I took a knife and cut off a chunk of meat for Larken. The brat had had some rough adjustment to wild game the first few times he ate it. It was different for him and was definitely nothing close to the fancy food he was accustomed to in Varcolac, but he was getting used to this kind of wild existence. He gladly took the meat and chowed down, letting the grease drip from his chin.
“Thanks for dinner.” I said gratefully as I cut some meat off for myself.
Bryce was picking small bits from the roasted goat, taking smaller bites than the brat and me. “No problem.” He grunted, bringing another morsel to his mouth.
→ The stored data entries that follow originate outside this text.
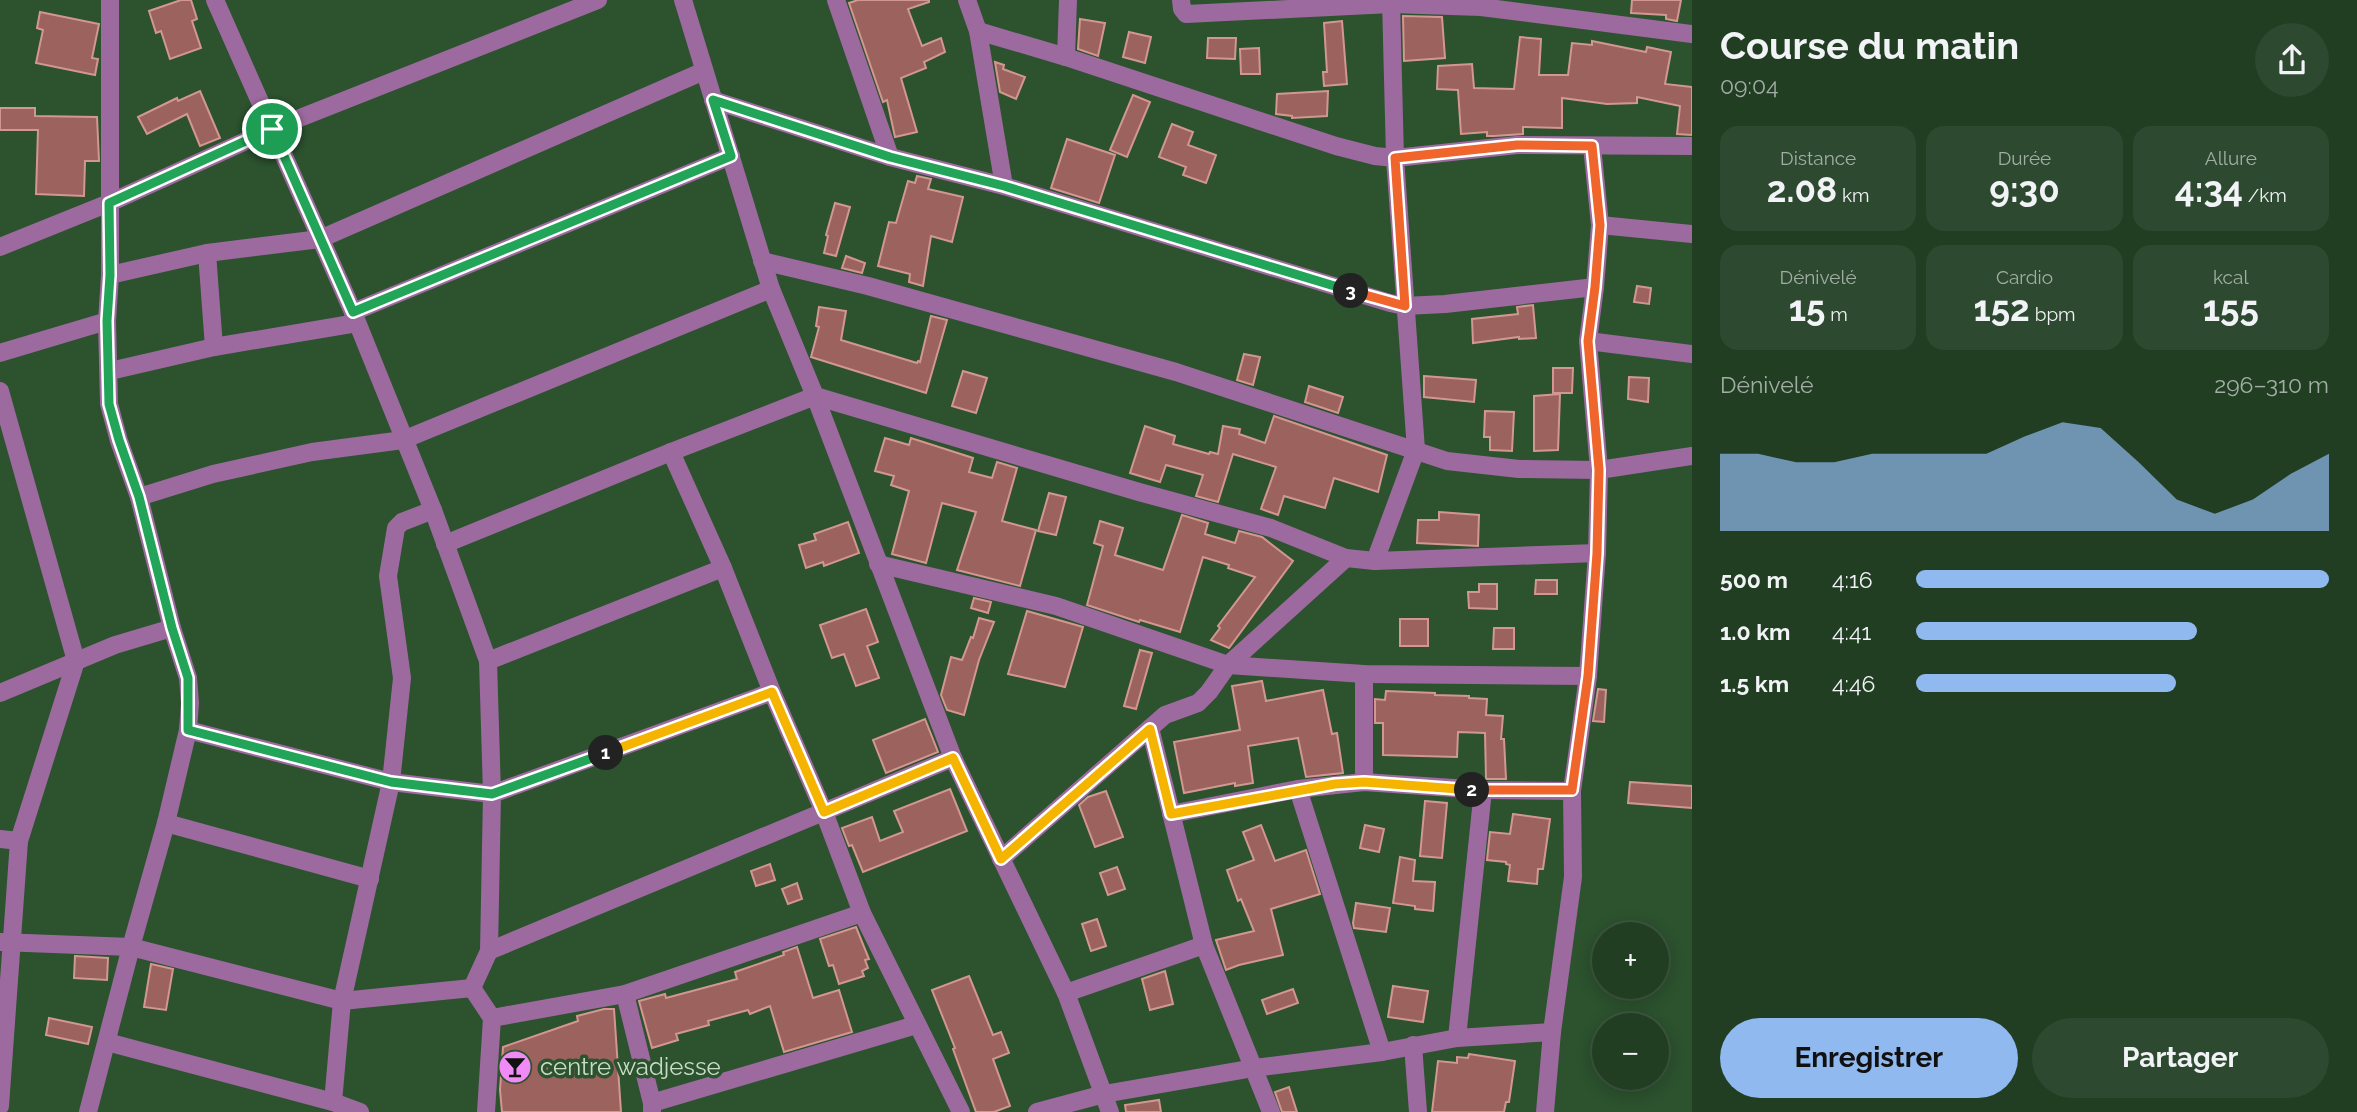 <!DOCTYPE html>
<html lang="fr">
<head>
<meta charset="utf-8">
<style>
	body { margin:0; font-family:Raleway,sans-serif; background:#2d492f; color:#f1f3f6; height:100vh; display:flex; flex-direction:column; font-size:26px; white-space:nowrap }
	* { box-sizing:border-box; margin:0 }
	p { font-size:23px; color:#a2aea5 }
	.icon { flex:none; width:38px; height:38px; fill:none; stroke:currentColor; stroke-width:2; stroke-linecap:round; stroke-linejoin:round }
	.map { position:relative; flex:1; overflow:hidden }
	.drawer { display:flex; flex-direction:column; background:#213e22; width:665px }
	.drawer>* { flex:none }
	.fabs { position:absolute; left:1592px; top:922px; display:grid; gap:14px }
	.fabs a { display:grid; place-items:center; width:77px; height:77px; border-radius:50%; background:#213e22; box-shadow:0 4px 18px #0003,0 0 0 2px #3e5740; font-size:35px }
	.pin { position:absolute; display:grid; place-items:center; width:60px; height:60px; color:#fff; margin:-30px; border:4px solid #fff; border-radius:50%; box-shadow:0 2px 7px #0007 }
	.km { position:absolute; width:35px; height:35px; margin:-18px; border-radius:50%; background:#222; color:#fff; font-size:19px; line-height:35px; text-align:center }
	.round { display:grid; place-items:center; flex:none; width:74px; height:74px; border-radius:37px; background:#2d492f }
	.overview { display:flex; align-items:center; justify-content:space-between; height:119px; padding:0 28px }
	h1 { font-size:38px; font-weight:700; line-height:52px }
	.figures { display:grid; grid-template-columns:repeat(3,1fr); gap:10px; height:119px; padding:7px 28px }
	.figures div { display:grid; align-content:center; border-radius:18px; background:#2d492f; text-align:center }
	.figures b { font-size:35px; font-weight:700 }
	.figures small { font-size:19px; font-weight:400 }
	.figures p { font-size:19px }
	.chart { height:196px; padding:14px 28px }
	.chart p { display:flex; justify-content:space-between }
	.chart svg { width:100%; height:126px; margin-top:7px; fill:#90b9f0; opacity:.7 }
	.cta { display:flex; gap:14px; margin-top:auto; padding:14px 28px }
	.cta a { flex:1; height:80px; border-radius:42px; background:#90b9f0; color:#111; font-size:28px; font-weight:700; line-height:80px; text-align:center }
	.cta a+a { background:#2d492f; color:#f1f3f6 }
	ul { padding:0 28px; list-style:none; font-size:23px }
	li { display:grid; grid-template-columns:112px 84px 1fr; align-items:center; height:52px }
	li i { height:18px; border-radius:9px; background:#90b9f0 }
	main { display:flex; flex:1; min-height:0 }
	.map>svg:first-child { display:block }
	.building { fill:#9b625e; stroke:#d39791; stroke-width:2 }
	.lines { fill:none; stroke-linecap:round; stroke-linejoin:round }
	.minor { stroke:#9c6a9f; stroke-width:18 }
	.split-1-casing { stroke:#fff; stroke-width:14 }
	.split-2-casing { stroke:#fff; stroke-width:14 }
	.split-3-casing { stroke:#fff; stroke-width:14 }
	.split-4-casing { stroke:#fff; stroke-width:14 }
	.split-1 { stroke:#22a559; stroke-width:9 }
	.split-2 { stroke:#f5b400; stroke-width:9 }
	.split-3 { stroke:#f0652b; stroke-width:9 }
	.split-4 { stroke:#22a559; stroke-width:9 }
	.labels { text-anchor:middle; stroke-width:7; stroke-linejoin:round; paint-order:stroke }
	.poi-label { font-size:24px; fill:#c8ddc8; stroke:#2c522e; text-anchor:start }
</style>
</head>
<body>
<main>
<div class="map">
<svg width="1692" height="1112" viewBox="0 0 1692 1112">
	<rect width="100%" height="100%" fill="#2c522e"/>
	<g class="building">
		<polygon points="181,0 191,0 197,19 192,21 201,48 170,59 161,31 156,33 149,11"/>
		<polygon points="858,0 929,0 929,2 908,9 922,46 941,38 945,52 924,62 926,68 901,78 917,132 895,137 887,100 883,102 849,3"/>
		<polygon points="1632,0 1681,0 1677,21 1666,19 1666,15 1631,13"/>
		<polygon points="40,12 99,24 92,58 98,59 95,75 36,63 43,30 37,28"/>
		<polygon points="1403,16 1442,17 1445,58 1404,61"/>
		<polygon points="1080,19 1105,23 1098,56 1078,49"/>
		<polygon points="1342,21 1347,84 1324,86 1323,72 1327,72 1324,23"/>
		<polygon points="1129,32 1151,37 1145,63 1123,57"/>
		<polygon points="1520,37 1541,39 1539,75 1568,75 1572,43 1592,45 1592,41 1646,52 1647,47 1671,52 1665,84 1692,87 1692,135 1677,134 1680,106 1637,97 1637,103 1607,104 1562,98 1562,128 1523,127 1523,134 1494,136 1487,136 1487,132 1461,134 1458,90 1437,89 1438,66 1472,64 1474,88 1514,89"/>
		<polygon points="1208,38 1236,38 1235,59 1207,58"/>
		<polygon points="1259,48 1260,74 1241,74 1240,49"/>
		<polygon points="995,62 1004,65 1003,69 1025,77 1016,99 1000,92"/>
		<polygon points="200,91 220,138 200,146 187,114 147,134 138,117 177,98 178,101"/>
		<polygon points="1328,91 1327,116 1292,118 1292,116 1276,114 1277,94"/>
		<polygon points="1133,95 1150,102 1127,157 1110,150"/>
		<polygon points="0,108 35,108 35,116 97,117 99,161 85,161 84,196 36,194 38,130 0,130"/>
		<polygon points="1172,124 1193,132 1188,145 1216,155 1206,183 1183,175 1186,167 1159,157"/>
		<polygon points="1067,139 1115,155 1099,203 1051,188"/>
		<polygon points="917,176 931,179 928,189 963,197 952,242 931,236 923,286 909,282 910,274 878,266 889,222 896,223 908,181 915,183"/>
		<polygon points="835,203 850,207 836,256 824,253 828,236 826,235"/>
		<polygon points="846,256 865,263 862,273 842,268"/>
		<polygon points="1637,286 1651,288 1649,304 1634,302"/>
		<polygon points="1533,305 1536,338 1519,339 1519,337 1473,343 1472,319 1518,314 1517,307"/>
		<polygon points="819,307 846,311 841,340 917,363 918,361 920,362 931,316 947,320 926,393 811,357 819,327 816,326"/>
		<polygon points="1244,354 1260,357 1253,385 1237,380"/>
		<polygon points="1553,368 1573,368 1572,393 1553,393"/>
		<polygon points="963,371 987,378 976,413 952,406"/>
		<polygon points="1424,376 1476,380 1474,402 1424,397"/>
		<polygon points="1629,377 1649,378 1648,402 1628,399"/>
		<polygon points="1309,386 1343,397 1338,413 1305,402"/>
		<polygon points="1560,394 1558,450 1534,451 1534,396"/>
		<polygon points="1485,411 1514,412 1512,451 1490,450 1490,437 1484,437"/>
		<polygon points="1274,416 1387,455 1378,492 1334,478 1325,508 1284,496 1278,515 1261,509 1276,467 1233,454 1218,502 1196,496 1203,475 1166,465 1160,482 1130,473 1145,426 1175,436 1173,444 1209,454 1210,452 1218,454 1223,426 1240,429 1239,434 1265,443"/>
		<polygon points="885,438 909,445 911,438 973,458 969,472 992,478 997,462 1017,468 1002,521 1036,530 1020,586 957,570 976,512 942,503 926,563 892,554 909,491 891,485 894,476 875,471"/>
		<polygon points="1049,493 1066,497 1056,535 1038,531"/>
		<polygon points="1439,512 1479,515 1478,546 1417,543 1418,520 1439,520"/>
		<polygon points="1182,515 1208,523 1205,534 1235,543 1239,531 1262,537 1293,561 1229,648 1211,640 1220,628 1218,626 1255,577 1228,568 1229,565 1203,557 1180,632 1140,620 1139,622 1087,605 1103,546 1094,543 1100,521 1123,528 1115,555 1163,570"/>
		<polygon points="848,522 859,553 824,566 823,562 806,568 799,545 816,540 814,534"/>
		<polygon points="1536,580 1557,580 1557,594 1535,594"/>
		<polygon points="1479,584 1497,584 1497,609 1469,608 1468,592 1479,592"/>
		<polygon points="974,598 991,602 988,613 971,608"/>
		<polygon points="866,609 878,642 867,646 879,678 856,686 844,654 832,658 820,625"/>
		<polygon points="1027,611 1083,627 1065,687 1008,674"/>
		<polygon points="979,618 994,622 979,660 964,715 947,710 941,695 951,657 962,660 971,637 973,638"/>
		<rect x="1400" y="619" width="28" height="27"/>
		<polygon points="1494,628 1514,628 1514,649 1493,649"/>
		<polygon points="1140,650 1152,653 1136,709 1124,706"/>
		<polygon points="1262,681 1266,701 1323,690 1332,734 1337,733 1343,773 1306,777 1298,738 1248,746 1253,783 1235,786 1235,783 1184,793 1174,742 1240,730 1232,686"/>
		<polygon points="1598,689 1606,690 1604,722 1593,721"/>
		<polygon points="1386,691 1435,693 1435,695 1469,696 1469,698 1487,699 1486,715 1503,716 1501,739 1504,739 1506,779 1486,779 1485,733 1458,732 1457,757 1383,755 1383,723 1375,723 1375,699 1385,700"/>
		<polygon points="925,719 938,752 886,773 873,740"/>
		<polygon points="1630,782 1692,786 1692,808 1628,803"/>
		<polygon points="950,789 967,831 863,872 852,845 849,846 842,828 872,817 880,841 903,832 894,811"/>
		<polygon points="1106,791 1123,837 1095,847 1079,805 1088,797"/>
		<polygon points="1425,801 1447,803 1442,858 1420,856"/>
		<polygon points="1513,814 1550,819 1543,869 1538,869 1537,884 1508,881 1510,865 1506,864 1506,862 1487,860 1490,832 1510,834"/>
		<polygon points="1261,825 1275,861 1306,850 1320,894 1271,909 1283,955 1239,965 1226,970 1216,940 1254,931 1241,899 1238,901 1227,870 1254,860 1243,832"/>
		<polygon points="1365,825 1384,829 1379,852 1360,848"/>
		<polygon points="1400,857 1415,860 1413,881 1435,882 1433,911 1415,909 1415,906 1393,903"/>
		<polygon points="770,864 775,880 756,886 751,871"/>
		<polygon points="1117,867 1125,889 1108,895 1100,873"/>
		<polygon points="797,883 802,899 788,904 782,889"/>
		<polygon points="1356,903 1390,908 1386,932 1354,928 1353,923"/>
		<polygon points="1097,919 1106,946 1091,951 1082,924"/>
		<polygon points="856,927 869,959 865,960 868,968 862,971 864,976 839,984 833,965 829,966 820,939"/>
		<polygon points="797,947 813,998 839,990 852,1032 784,1052 770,1006 750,1014 748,1010 708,1021 709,1025 676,1034 678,1040 652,1048 639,1001 665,994 666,998 737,979 735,972 784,955 783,952"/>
		<polygon points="75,956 108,958 107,980 74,978"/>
		<polygon points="151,964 173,969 166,1010 144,1007"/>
		<polygon points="1165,971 1173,1004 1150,1010 1142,979"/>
		<polygon points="969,976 993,1035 1001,1032 1009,1053 993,1059 1010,1106 994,1112 976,1112 953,1049 955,1048 932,990"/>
		<polygon points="1393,986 1428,991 1423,1022 1388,1017"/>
		<polygon points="1293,989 1298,1003 1267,1014 1262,1000"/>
		<polygon points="604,1009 614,1009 621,1112 502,1112 500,1090 503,1047 578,1021 577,1016"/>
		<polygon points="49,1018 92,1027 88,1044 46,1035"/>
		<polygon points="1469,1054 1515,1061 1509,1102 1506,1102 1504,1112 1432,1112 1438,1061 1457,1063 1457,1057 1468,1058"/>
		<polygon points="1289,1087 1297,1112 1282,1112 1275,1092"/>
		<polygon points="1159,1100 1161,1112 1126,1112 1125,1105"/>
	</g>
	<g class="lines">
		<g class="minor">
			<polyline points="215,0 353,312 433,510 488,661 492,794 489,951 472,988"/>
			<polyline points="683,0 771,289 815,396 953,758 1066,993 1110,1112"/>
			<polyline points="836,0 890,157"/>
			<polyline points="967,0 978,31 1004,186"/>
			<polyline points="1181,0 1182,9 1186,14 1391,4 1481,7 1692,34"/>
			<polyline points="978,31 1066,57 1336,146 1375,156 1395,158 1517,145 1692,146"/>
			<polyline points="1066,57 1068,0"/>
			<polyline points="713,100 890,157 1004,186 1390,303 1405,306 1445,304 1595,287"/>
			<polyline points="1600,225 1692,234"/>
			<polyline points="0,247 109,203 272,129 598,0"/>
			<polyline points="207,253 214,347"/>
			<polyline points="762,261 868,286 1176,372 1447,461 1519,469 1599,470 1692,456"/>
			<polyline points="110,275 207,253 320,239 704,71"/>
			<polyline points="353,312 731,156"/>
			<polyline points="1588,341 1692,354"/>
			<polyline points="0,353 107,321"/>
			<polyline points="110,371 214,347 357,323"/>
			<polyline points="0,391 76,661 19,841 0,1106"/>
			<polyline points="671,452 723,568 772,692 824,812 862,913 961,1112"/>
			<polyline points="139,497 213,474 312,452 403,440 771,289"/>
			<polyline points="445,544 671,452 815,396 1139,492 1271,528 1346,558 1375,561 1597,553"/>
			<polyline points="1375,561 1416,450 1395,158 1391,0"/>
			<polyline points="878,564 1056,606 1228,665 1364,674 1588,676"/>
			<polyline points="488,661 723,568"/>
			<polyline points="1364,674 1364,782"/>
			<polyline points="0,693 115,645 172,628"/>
			<polyline points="1150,728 1204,945 1271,1112"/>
			<polyline points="188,730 391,782 492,794 772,692"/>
			<polyline points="1298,789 1382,1052"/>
			<polyline points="1171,814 1298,789 1364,782 1483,790 1572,791"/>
			<polyline points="166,823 370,879"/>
			<polyline points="0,839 19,841"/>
			<polyline points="1001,859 1165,715 1198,703 1209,692 1228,665 1346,558"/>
			<polyline points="0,942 131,947 342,1001 472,988"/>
			<polyline points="489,951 953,758"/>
			<polyline points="472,988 492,1018 486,1112"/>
			<polyline points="1066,993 1204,945"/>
			<polyline points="625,994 652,1103 652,1112"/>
			<polyline points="492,1018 625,994 862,913"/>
			<polyline points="1457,1038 1483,790"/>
			<polyline points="107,1042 333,1102 360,1112"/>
			<polyline points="1413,1045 1418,1112"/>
			<polyline points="333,1102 342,1001 391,782 402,678 388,576 396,528 402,522 433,510"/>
			<polyline points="652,1103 916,1025"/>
			<polyline points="88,1112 131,947 166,823 188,730 190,703 188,678 172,628 139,497 119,441 109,404 107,321 110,275 110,0"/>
			<polyline points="1037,1112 1104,1094 1254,1068 1382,1052 1457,1038 1552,1032"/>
			<polyline points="1545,1112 1552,1032 1573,877 1572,791 1588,676 1597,553 1599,470 1588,341 1595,287 1600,225 1592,146"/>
		</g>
	</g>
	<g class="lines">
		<defs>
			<polyline id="split-1" points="272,129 109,203 110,275 107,321 109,404 119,440 139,497 172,628 188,678 188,730 391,782 492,794 606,753"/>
			<polyline id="split-2" points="606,753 772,692 824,812 953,758 1001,859 1150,729 1171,814 1335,784 1364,782 1472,790"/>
			<polyline id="split-3" points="1351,291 1405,306 1395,158 1517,145 1592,146 1600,225 1595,287 1588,341 1599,470 1597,553 1588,676 1572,790 1472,790"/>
			<polyline id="split-4" points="272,129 353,312 731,156 713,100 890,157 1004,186 1351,291"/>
		</defs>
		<use href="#split-1" class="split-1-casing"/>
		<use href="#split-2" class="split-2-casing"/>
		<use href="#split-3" class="split-3-casing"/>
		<use href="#split-4" class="split-4-casing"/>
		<use href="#split-1" class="split-1"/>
		<use href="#split-2" class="split-2"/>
		<use href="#split-3" class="split-3"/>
		<use href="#split-4" class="split-4"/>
	</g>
	<defs>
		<symbol id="bar-disc" viewBox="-11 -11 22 22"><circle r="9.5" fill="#f08bf6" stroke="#2c522e"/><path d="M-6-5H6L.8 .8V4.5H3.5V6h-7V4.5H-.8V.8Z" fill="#111"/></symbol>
	</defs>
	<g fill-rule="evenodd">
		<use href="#bar-disc" x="496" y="1048" width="38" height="38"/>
	</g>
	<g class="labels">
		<g class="poi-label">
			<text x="540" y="1075">centre wadjesse</text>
		</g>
	</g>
</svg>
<div class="fabs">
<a>+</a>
<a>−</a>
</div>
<div class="pin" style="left:272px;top:129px;background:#1e9e55"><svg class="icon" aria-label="arrive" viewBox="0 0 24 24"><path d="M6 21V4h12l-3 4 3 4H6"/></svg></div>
<b class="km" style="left:606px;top:753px">1</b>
<b class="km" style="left:1472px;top:790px">2</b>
<b class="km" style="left:1351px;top:291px">3</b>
</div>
<section class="drawer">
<div class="overview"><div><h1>Course du matin</h1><p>09:04</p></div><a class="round"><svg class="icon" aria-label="share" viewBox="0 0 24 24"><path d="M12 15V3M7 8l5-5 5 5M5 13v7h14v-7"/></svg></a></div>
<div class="figures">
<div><p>Distance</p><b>2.08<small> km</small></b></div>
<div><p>Durée</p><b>9:30</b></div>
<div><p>Allure</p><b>4:34<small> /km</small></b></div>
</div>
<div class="figures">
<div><p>Dénivelé</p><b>15<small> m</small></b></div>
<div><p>Cardio</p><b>152<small> bpm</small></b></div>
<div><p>kcal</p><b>155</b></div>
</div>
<div class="chart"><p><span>Dénivelé</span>296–310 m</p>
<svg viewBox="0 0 160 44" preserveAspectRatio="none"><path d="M0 44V17L10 17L20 20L30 20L40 17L50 17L60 17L70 17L80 11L90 6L100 8L110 20L120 33L130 38L140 33L150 24L160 17V44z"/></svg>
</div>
<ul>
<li><b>500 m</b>4:16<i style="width:100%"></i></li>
<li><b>1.0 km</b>4:41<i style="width:68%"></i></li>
<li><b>1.5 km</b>4:46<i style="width:63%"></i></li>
</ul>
<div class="cta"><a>Enregistrer</a><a>Partager</a></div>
</section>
</main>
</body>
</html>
We hadn’t talked about anything that had happened between us, and I was fine with keeping it that way. Things were awkward and confusing enough. I bit into the steaming hunk of meat and savored the tender, mild flavor. As we chewed in silence, the sun began to set behind the trees.
“It’s really quiet.” Larken wrapped the excess of sleeve around his little hand and wiped at his grease-covered mouth.
“Yeah.” I didn’t know what to say to him. I was at a dead end and had no clue where to go from here. I filled my mouth with another big bite to avoid saying much more.
The fire crackled, the dead wood snapping and crackling under the heat. We were warm and our bellies were full. We may not know where we were going or what we were going to do, but at least we were okay for the night.
“Do you hear that?” Bryce shot up from his seat, the snow beneath his boots crunching with the sudden movement.
“What?” Larken asked.
“Shh!” I held my finger up to him in a silencing motion and strained my ears.
There was a low hum, paired with a steady grinding.
“It sounds like…” My voice trailed off, my mind still processing the possibility of what I was hearing.
“Vans.” Bryce said tensely. “And their heading straight toward us.”